** Exercise aim **
Set the records down again in full, with every word kept.

━━━━━━━━━━━━━━━━

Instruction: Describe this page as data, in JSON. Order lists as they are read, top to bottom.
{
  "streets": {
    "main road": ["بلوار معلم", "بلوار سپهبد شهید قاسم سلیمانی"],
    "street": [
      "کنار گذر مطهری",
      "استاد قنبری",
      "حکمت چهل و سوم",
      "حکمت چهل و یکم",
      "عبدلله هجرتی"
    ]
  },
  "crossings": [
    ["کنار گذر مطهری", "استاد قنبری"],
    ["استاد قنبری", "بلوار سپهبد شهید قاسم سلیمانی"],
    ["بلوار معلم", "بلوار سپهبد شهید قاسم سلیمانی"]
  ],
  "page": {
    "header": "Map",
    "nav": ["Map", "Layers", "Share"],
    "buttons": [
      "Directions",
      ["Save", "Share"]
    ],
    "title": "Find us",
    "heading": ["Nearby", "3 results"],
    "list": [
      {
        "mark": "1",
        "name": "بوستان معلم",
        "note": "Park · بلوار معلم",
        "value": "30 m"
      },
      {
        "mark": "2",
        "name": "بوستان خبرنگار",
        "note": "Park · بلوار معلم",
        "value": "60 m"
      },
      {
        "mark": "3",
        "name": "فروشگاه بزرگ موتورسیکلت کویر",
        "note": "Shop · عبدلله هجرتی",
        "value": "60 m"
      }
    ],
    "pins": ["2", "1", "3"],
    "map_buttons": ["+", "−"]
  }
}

━━━━━━━━━━━━━━━━

** Solved problem **
Instruction: Describe this page as data, in JSON. Order lists as they are read, top to bottom.
{
  "streets": {
    "main road": ["بلوار معلم", "بلوار سپهبد شهید قاسم سلیمانی"],
    "street": [
      "کنار گذر مطهری",
      "استاد قنبری",
      "حکمت چهل و سوم",
      "حکمت چهل و یکم",
      "عبدلله هجرتی"
    ]
  },
  "crossings": [
    ["کنار گذر مطهری", "استاد قنبری"],
    ["استاد قنبری", "بلوار سپهبد شهید قاسم سلیمانی"],
    ["بلوار معلم", "بلوار سپهبد شهید قاسم سلیمانی"]
  ],
  "page": {
    "header": "Map",
    "nav": ["Map", "Layers", "Share"],
    "buttons": [
      "Directions",
      ["Save", "Share"]
    ],
    "title": "Find us",
    "heading": ["Nearby", "3 results"],
    "list": [
      {
        "mark": "1",
        "name": "بوستان معلم",
        "note": "Park · بلوار معلم",
        "value": "30 m"
      },
      {
        "mark": "2",
        "name": "بوستان خبرنگار",
        "note": "Park · بلوار معلم",
        "value": "60 m"
      },
      {
        "mark": "3",
        "name": "فروشگاه بزرگ موتورسیکلت کویر",
        "note": "Shop · عبدلله هجرتی",
        "value": "60 m"
      }
    ],
    "pins": ["2", "1", "3"],
    "map_buttons": ["+", "−"]
  }
}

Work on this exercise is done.